Scaled-Attachment Random Recursive Trees (SARRTs) are random tree models that generalize classical recursive tree dynamics by coupling attachment decisions to scaled random processes. Formally, in a SARRT on vertices labelled $0, 1, ..., n$, each node $i \geq 1$ connects to a parent given by $\operatorname{parent}(i) = \lfloor i X_i \rfloor$, where $\{X_i\}_{i=1}^n$ are i.i.d. random variables sampled from a distribution on $[0,1)$ (Devroye et al., 2012). This framework encompasses uniform random recursive trees (URRTs) as the special case when $X \sim \operatorname{Uniform}[0,1)$, and can be extended to various "power-of-choice" and greedy structures. The model facilitates an elementary yet powerful analysis of distances and depths in recursively growing networks, revealing rich connections to renewal theory, large deviations, and probabilistic combinatorics.

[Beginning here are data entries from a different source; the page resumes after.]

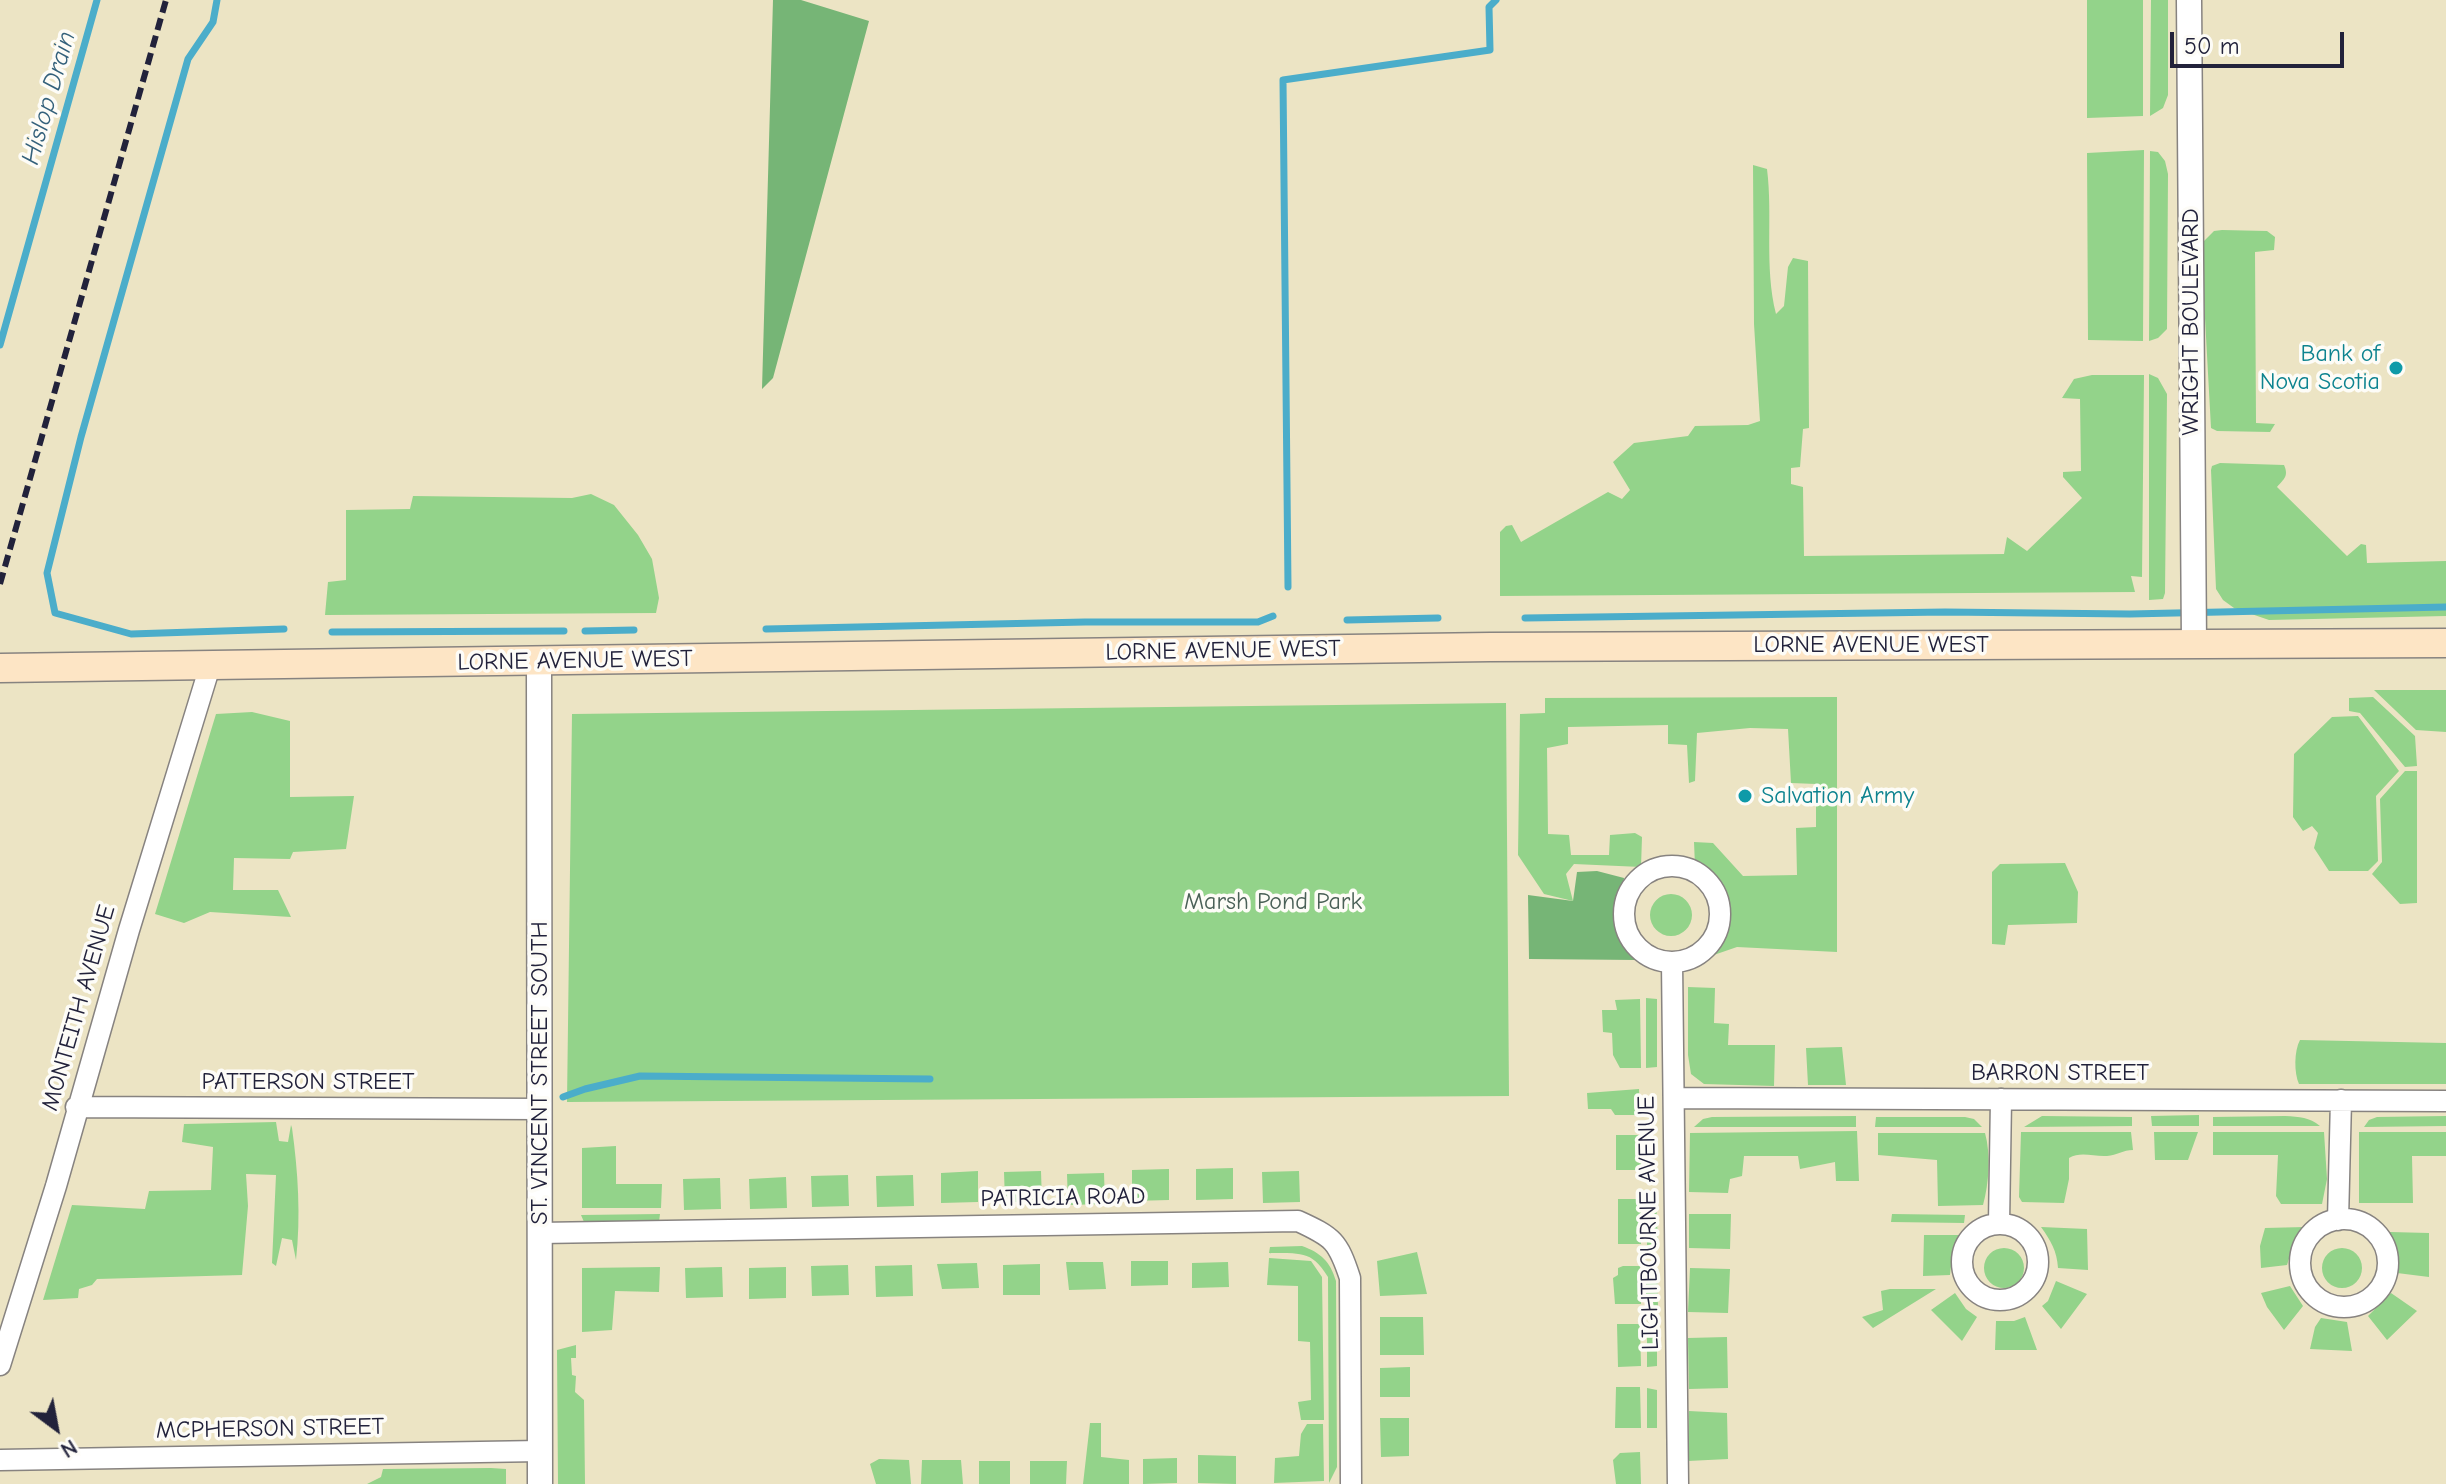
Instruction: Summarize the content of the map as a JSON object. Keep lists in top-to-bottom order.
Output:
{
  "streets": {
    "main road": ["LORNE AVENUE WEST"],
    "street": [
      "WRIGHT BOULEVARD",
      "MONTEITH AVENUE",
      "ST. VINCENT STREET SOUTH",
      "BARRON STREET",
      "PATTERSON STREET",
      "PATRICIA ROAD",
      "LIGHTBOURNE AVENUE",
      "MCPHERSON STREET"
    ]
  },
  "crossings": [
    ["WRIGHT BOULEVARD", "LORNE AVENUE WEST"],
    ["LORNE AVENUE WEST", "MONTEITH AVENUE"],
    ["LORNE AVENUE WEST", "ST. VINCENT STREET SOUTH"],
    ["MONTEITH AVENUE", "PATTERSON STREET"],
    ["ST. VINCENT STREET SOUTH", "PATTERSON STREET"],
    ["ST. VINCENT STREET SOUTH", "PATRICIA ROAD"],
    ["ST. VINCENT STREET SOUTH", "MCPHERSON STREET"],
    ["BARRON STREET", "LIGHTBOURNE AVENUE"]
  ],
  "water": ["Hislop Drain"],
  "parks": ["Marsh Pond Park"],
  "places": ["Bank of Nova Scotia", "Salvation Army"],
  "scale_bar": "50 m",
  "north": "bottom right"
}
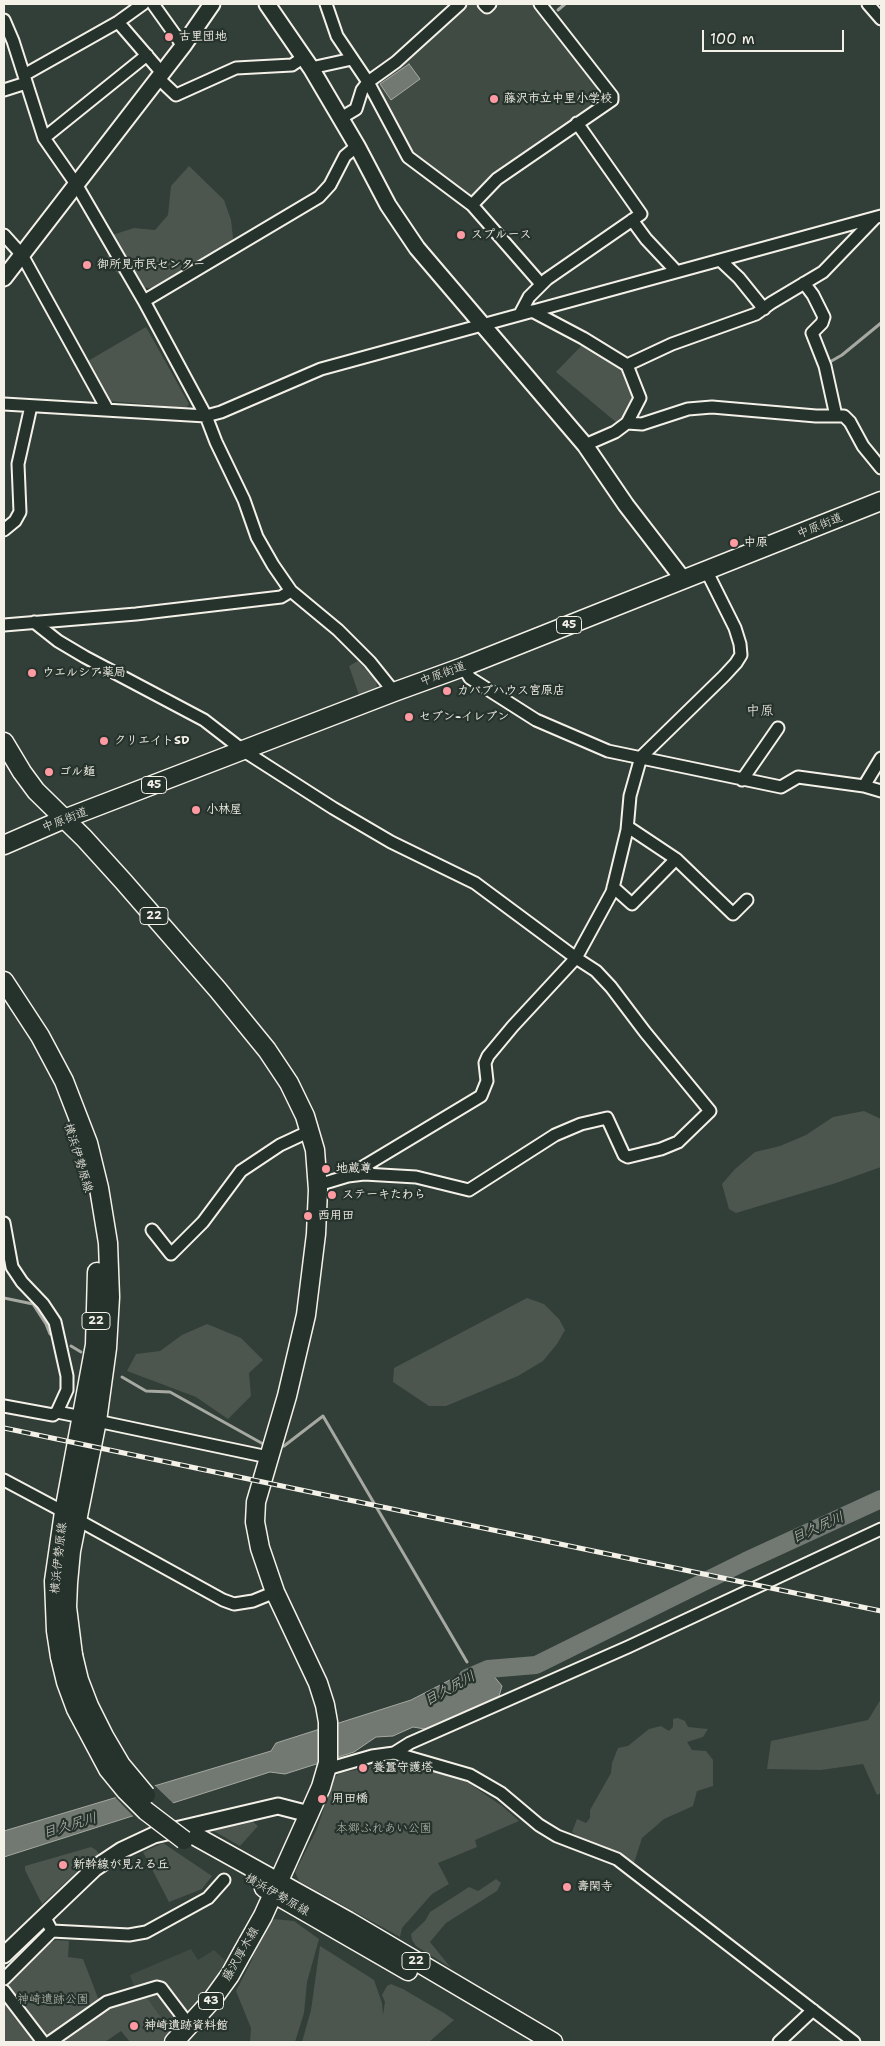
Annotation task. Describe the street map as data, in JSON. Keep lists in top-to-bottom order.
{
  "streets": {
    "main road": [
      "中原街道",
      "45",
      "22",
      "横浜伊勢原線",
      "藤沢厚木線",
      "43"
    ]
  },
  "crossings": [
    ["中原街道", "22"],
    ["22", "横浜伊勢原線"],
    ["横浜伊勢原線", "藤沢厚木線"]
  ],
  "districts": ["中原"],
  "water": ["目久尻川"],
  "parks": ["本郷ふれあい公園", "神崎遺跡公園"],
  "places": [
    "古里団地",
    "藤沢市立中里小学校",
    "スプルース",
    "御所見市民センター",
    "中原",
    "ウエルシア薬局",
    "カバブハウス宮原店",
    "セブン-イレブン",
    "クリエイトSD",
    "ゴル麺",
    "小林屋",
    "地蔵尊",
    "ステーキたわら",
    "西用田",
    "養蠶守護塔",
    "用田橋",
    "新幹線が見える丘",
    "壽閑寺",
    "神崎遺跡資料館"
  ],
  "scale_bar": "100 m"
}
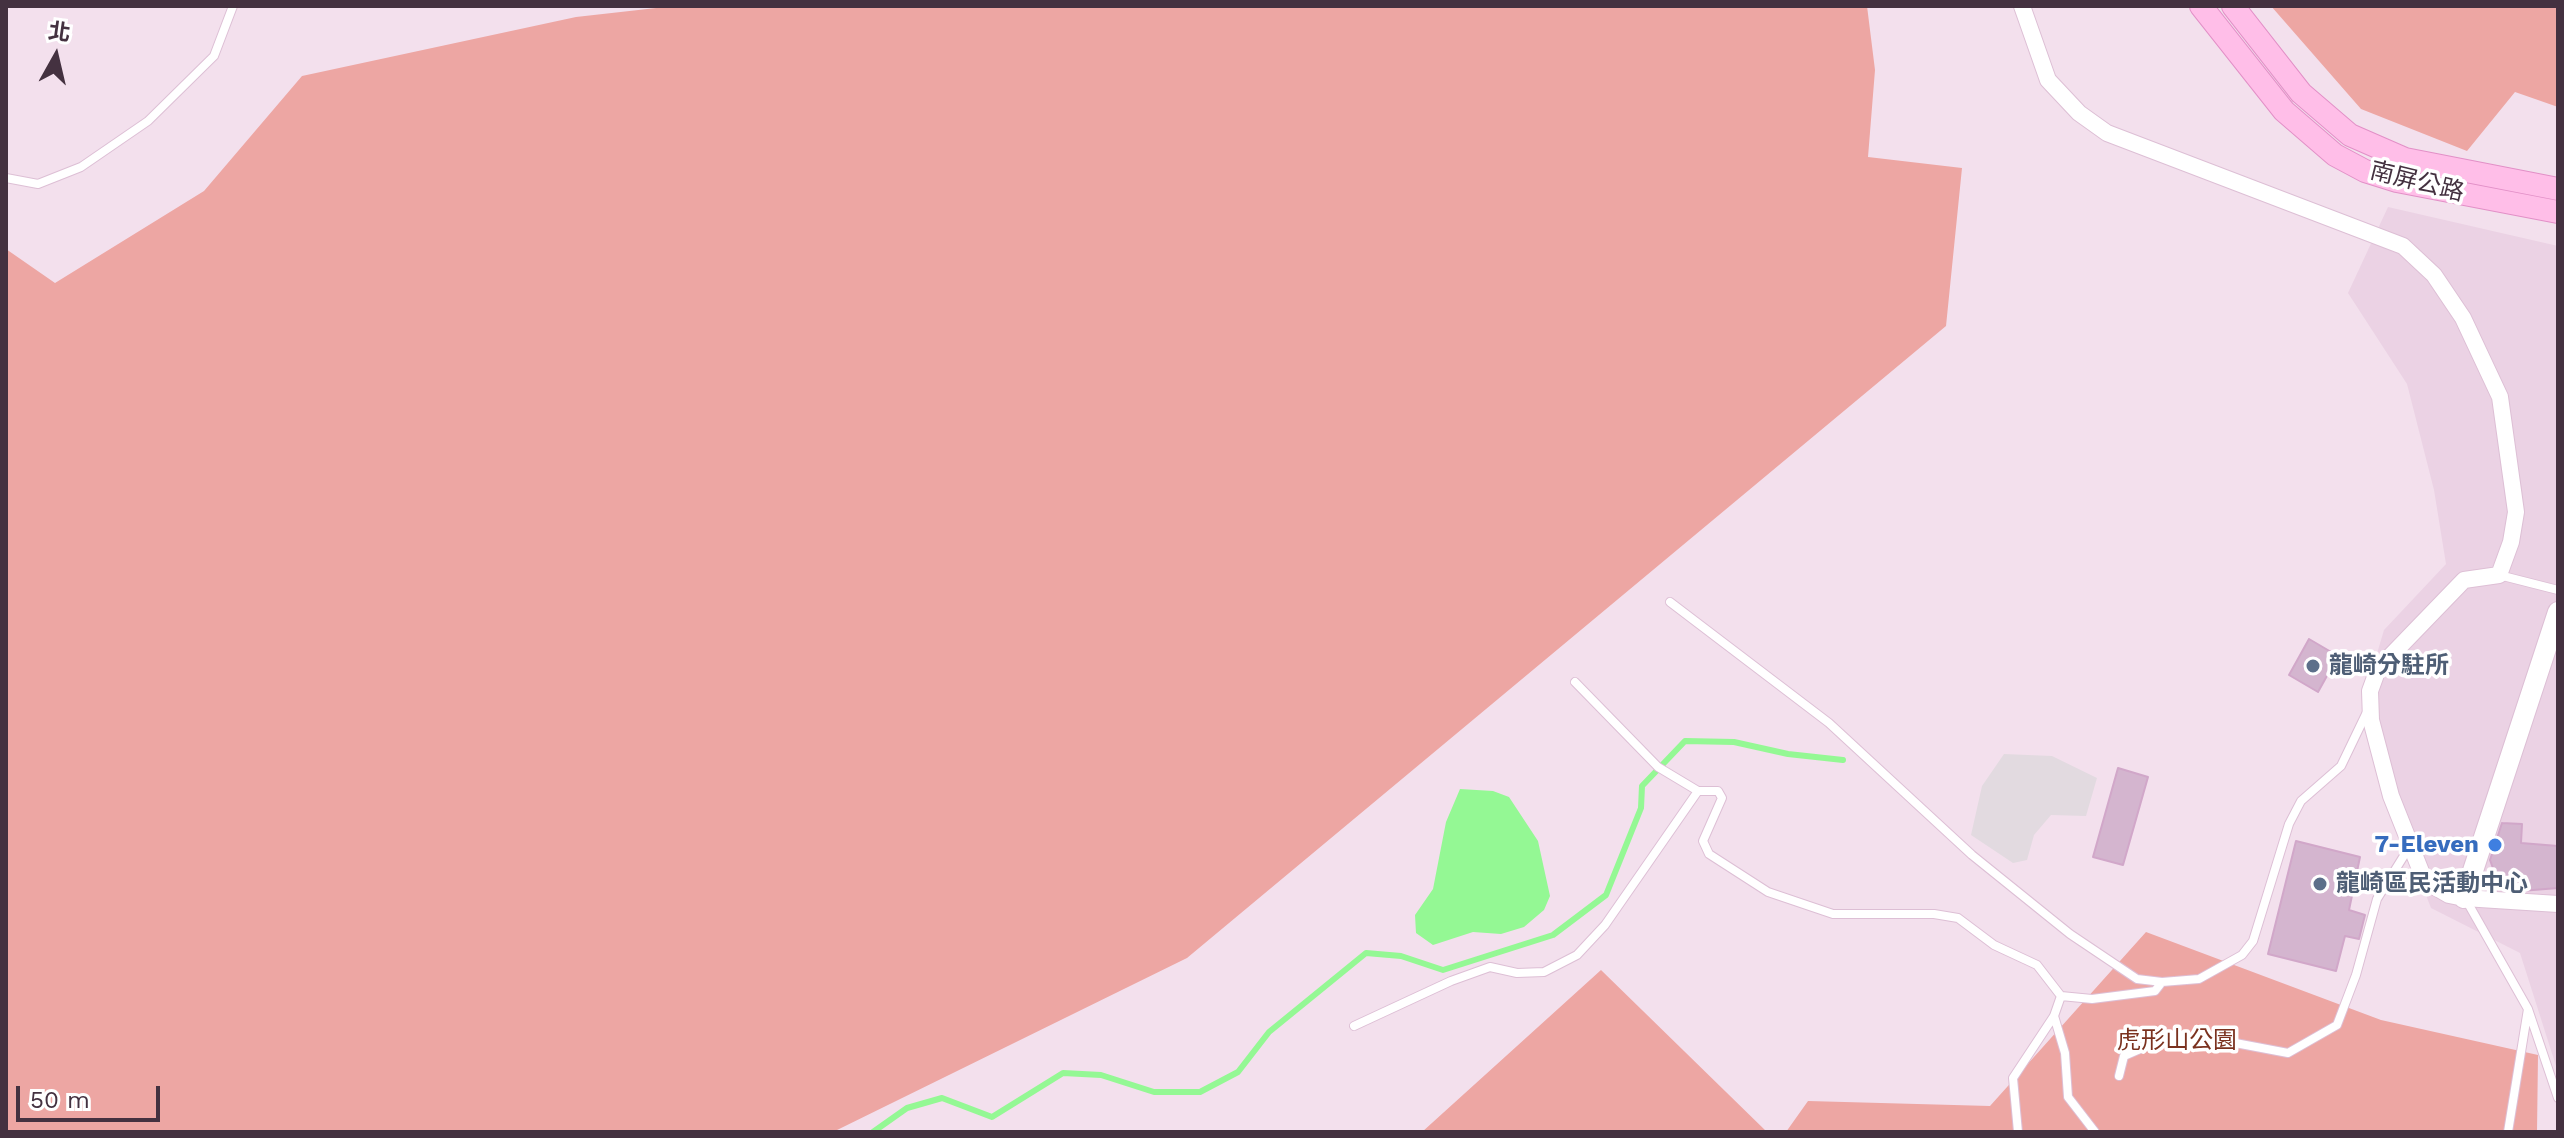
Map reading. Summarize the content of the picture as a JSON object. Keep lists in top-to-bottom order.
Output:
{
  "streets": {
    "main road": ["南屏公路"]
  },
  "parks": ["虎形山公園"],
  "places": ["龍崎分駐所", "7-Eleven", "龍崎區民活動中心"],
  "scale_bar": "50 m",
  "north": "top"
}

1. Formal Construction and Recurrence

In a SARRT, the growth mechanism is defined by a scaled random attachment kernel. Node $i$ attaches to $\lfloor i X_i \rfloor$, interpreting this as a renewal step with random step-size $\log X_i$. The process recursively yields a parent sequence: $$i \mapsto \lfloor i X_i \rfloor \mapsto \lfloor \lfloor i X_i \rfloor X_{L(i,1)} \rfloor \mapsto \cdots$$ where $L(i,k)$ denotes the ancestor at $k$ steps above $i$.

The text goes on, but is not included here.